Jual Buku Tolak-Ukur Peradaban Islam: Arkeologi Sejarah Madinah dalam Wacana Trans-Global
Judul: Tolak-Ukur Peradaban Islam: Arkeologi Sejarah Madinah dalam Wacana Trans-Global
Penulis: Akram Diya’ al-Umari
Penerbit: IRCiSoD, 2003
Tebal: 320 halaman
Kondisi: Bagus (stok lama)
Harga: Rp. 70.000 (blm ongkir)
Order: SMS/WA 085225918312
Menakar masa depan dengan ukuran masa lalu memang terkesan romantik, utopik dan sekaligus penuh pertaruhan. Kendati konon sejarah Madinah merupakan tolak-ukur peradaban Islam yang sangat ideal, keemasan, sehingga sangat patut dijadikan teladan, namun bukan berarti Madinah adalah segala-galanya. Bagaimanapun, Madinah adalah masa lalu, arketip historis dan rekonstruksi historis terhadapnya niscaya memerlukan analisis arkeologis-kritis. Cara kritik ini dibutuhkan sebagai kesadaran historis bahwa masa kini memiliki eskalasi sosio-kulturalnya sendiri, yang pasti berbeda jauh dengan eskalasi sosio-kultural Madinah.
Demikian makna kesadaran sejarah yang mesti ditanamkan ke jantung peradaban Islam kontemporer. Patronase Madinah sebagai tolak ukur bisa diterima sebagai kewajaran sepanjang dibingkai dalam analisis kritis. Madinah memang tidak boleh dibuang agar kita tidak mengalami diskontinuitas sejarah. Toh, jika mengikuti Nietzsche atau Aarkoun, ternyata segala sesuatu memang beranjak dari angan-angan, romantisme dan bahkan utopia-utopia. Inilah signifikansi arkeologi kritis buku ini dalam memaknai sejarah peradaban Islam dalam wacana trans-global.
Penulis: Akram Diya’ al-Umari
Penerbit: IRCiSoD, 2003
Tebal: 320 halaman
Kondisi: Bagus (stok lama)
Harga: Rp. 70.000 (blm ongkir)
Order: SMS/WA 085225918312
Islam lebih dari sekedar sebuah agama. Ia juga menjabarkan hukum dan politik.

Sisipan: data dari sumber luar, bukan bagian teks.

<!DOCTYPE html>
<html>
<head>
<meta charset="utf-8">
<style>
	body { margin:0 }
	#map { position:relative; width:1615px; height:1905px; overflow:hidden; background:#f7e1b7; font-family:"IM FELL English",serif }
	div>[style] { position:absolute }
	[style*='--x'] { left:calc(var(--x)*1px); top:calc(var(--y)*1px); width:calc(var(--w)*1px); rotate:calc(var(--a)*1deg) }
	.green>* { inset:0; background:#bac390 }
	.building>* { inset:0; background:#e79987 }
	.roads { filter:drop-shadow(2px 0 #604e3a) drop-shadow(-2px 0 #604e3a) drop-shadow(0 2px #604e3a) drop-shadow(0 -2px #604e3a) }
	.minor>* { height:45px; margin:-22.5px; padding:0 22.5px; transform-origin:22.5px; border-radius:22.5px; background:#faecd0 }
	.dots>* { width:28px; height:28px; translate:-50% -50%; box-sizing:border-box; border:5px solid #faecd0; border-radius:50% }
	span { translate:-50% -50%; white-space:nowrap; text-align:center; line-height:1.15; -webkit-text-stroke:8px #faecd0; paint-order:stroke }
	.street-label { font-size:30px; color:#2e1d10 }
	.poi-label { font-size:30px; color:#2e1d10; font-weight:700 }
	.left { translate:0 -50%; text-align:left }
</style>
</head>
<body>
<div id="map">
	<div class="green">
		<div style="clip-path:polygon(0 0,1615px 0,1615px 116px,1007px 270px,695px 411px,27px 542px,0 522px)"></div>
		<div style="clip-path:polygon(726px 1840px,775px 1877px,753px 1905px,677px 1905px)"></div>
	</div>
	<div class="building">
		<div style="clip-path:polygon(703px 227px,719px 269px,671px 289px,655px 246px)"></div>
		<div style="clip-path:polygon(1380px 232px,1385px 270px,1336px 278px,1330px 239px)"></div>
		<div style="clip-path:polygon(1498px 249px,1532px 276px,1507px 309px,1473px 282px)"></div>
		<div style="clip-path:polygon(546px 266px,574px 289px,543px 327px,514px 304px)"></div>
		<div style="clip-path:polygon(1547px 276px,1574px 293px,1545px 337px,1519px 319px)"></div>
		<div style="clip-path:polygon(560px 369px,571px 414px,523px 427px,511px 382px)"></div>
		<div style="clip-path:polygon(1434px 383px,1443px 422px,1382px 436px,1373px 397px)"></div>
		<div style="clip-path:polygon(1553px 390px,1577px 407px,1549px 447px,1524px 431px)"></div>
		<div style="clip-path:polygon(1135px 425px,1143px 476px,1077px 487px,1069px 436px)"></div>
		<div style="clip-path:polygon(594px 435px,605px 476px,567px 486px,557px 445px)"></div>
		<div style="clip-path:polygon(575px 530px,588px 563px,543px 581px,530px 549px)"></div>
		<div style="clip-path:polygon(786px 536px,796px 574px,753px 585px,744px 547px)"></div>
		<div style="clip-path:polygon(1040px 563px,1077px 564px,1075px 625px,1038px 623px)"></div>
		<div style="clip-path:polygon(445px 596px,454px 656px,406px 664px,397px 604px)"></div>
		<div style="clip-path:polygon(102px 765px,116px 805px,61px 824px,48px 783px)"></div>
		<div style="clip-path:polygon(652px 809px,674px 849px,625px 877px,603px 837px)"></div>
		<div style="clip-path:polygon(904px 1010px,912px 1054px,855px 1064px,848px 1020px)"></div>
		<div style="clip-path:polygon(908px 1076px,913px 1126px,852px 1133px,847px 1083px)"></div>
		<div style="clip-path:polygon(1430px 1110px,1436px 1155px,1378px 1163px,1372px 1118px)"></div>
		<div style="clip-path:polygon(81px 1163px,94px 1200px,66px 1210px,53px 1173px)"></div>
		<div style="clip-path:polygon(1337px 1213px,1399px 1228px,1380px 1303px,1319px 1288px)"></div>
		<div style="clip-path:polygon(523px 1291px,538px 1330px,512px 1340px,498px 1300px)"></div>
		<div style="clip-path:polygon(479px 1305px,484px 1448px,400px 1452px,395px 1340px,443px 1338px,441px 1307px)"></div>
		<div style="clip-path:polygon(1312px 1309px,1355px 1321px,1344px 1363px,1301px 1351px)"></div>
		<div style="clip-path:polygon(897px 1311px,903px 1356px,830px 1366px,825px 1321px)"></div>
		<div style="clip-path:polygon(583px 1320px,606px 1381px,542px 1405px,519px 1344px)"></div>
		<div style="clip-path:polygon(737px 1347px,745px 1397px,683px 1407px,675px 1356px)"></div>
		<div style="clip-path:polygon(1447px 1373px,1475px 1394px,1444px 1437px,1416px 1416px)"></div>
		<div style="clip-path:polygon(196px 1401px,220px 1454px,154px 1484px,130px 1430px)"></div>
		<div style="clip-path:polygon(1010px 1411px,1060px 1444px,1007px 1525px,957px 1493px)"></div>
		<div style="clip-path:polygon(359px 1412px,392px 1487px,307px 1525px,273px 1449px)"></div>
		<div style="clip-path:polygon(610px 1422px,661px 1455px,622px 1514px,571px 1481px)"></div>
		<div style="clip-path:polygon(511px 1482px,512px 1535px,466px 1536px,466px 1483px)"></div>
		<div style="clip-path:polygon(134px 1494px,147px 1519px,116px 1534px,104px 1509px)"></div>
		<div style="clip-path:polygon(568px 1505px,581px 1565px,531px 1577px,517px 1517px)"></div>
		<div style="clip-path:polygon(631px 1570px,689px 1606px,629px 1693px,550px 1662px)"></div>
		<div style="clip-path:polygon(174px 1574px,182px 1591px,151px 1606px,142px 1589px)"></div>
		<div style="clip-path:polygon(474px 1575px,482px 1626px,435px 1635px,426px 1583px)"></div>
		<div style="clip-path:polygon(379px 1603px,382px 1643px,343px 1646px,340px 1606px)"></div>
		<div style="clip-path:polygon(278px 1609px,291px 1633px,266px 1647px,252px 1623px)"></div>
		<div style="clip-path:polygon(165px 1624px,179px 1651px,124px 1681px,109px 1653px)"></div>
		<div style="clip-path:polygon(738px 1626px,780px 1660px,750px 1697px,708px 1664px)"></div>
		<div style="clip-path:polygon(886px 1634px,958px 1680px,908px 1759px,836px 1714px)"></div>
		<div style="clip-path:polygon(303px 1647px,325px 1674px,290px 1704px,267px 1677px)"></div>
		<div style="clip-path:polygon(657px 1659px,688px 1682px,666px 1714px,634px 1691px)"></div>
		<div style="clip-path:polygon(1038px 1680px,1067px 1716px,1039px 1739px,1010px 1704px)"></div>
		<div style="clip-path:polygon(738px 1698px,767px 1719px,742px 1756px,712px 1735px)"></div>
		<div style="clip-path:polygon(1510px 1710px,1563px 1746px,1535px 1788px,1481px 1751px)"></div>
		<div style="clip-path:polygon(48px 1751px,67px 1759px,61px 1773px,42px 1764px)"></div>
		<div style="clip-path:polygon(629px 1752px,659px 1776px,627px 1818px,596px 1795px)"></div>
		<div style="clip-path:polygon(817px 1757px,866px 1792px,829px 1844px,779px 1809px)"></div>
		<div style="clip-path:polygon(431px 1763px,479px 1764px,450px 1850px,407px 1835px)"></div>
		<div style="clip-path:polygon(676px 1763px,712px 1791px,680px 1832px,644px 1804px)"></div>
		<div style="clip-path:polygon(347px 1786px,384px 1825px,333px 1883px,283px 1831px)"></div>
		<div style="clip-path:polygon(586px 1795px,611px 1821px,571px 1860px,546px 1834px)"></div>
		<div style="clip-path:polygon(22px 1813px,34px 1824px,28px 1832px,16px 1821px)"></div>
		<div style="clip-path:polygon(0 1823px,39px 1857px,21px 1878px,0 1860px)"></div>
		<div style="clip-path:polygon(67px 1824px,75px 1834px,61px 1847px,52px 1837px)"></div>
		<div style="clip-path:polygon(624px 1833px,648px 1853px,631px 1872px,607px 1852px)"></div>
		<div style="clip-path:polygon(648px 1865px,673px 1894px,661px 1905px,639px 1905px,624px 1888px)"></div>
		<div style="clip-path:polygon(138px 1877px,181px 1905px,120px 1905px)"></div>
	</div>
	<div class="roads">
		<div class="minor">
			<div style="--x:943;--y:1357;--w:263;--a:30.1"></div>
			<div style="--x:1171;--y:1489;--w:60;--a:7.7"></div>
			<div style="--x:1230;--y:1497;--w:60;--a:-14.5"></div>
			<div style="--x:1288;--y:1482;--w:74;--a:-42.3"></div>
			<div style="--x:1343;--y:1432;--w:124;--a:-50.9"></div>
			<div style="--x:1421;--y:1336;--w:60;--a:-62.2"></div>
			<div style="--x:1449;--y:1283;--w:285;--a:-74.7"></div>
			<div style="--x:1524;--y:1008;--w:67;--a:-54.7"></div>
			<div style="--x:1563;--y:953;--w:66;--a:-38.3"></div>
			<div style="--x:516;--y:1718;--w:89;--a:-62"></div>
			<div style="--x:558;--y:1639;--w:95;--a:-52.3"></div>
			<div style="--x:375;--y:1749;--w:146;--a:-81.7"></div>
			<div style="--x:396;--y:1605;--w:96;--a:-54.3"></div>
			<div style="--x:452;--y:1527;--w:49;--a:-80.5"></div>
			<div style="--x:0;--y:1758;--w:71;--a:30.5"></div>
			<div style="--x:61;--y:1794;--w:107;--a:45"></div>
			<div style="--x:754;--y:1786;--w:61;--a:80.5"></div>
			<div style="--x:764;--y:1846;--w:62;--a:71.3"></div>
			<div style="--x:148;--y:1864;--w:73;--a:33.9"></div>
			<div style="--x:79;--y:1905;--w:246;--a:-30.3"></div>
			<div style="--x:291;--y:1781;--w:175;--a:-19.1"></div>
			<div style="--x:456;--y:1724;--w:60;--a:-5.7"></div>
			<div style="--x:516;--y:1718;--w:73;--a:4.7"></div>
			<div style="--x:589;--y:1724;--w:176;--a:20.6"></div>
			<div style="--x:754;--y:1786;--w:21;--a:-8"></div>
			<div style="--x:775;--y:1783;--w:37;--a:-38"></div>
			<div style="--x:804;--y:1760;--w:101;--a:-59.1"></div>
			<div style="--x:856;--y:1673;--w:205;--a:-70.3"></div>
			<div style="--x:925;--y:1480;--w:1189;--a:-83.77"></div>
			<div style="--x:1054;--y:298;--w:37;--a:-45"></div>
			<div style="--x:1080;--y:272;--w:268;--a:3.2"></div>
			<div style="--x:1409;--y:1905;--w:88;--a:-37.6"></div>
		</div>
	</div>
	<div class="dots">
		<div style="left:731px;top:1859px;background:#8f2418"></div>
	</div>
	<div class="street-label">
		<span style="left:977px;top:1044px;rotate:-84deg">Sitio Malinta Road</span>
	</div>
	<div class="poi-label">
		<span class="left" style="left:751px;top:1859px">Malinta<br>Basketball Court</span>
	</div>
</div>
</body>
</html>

Ringkasnya, Islam adalah satu sistem kebudayaan yang paripurna, meliputi agama dan negara sekaligusdan semua itu terlihat dengan sangat menakjubkan pada era Madinah. [Joseph Schatt]
Menakar masa depan dengan ukuran masa lalu memang terkesan romantik, utopik dan sekaligus penuh pertaruhan. Kendati konon sejarah Madinah merupakan tolak-ukur peradaban Islam yang sangat ideal, keemasan, sehingga sangat patut dijadikan teladan, namun bukan berarti Madinah adalah segala-galanya. Bagaimanapun, Madinah adalah masa lalu, arketip historis dan rekonstruksi historis terhadapnya niscaya memerlukan analisis arkeologis-kritis. Cara kritik ini dibutuhkan sebagai kesadaran historis bahwa masa kini memiliki eskalasi sosio-kulturalnya sendiri, yang pasti berbeda jauh dengan eskalasi sosio-kultural Madinah.
Demikian makna kesadaran sejarah yang mesti ditanamkan ke jantung peradaban Islam kontemporer. Patronase Madinah sebagai tolak ukur bisa diterima sebagai kewajaran sepanjang dibingkai dalam analisis kritis. Madinah memang tidak boleh dibuang agar kita tidak mengalami diskontinuitas sejarah. Toh, jika mengikuti Nietzsche atau Aarkoun, ternyata segala sesuatu memang beranjak dari angan-angan, romantisme dan bahkan utopia-utopia. Inilah signifikansi arkeologi kritis buku ini dalam memaknai sejarah peradaban Islam dalam wacana trans-global.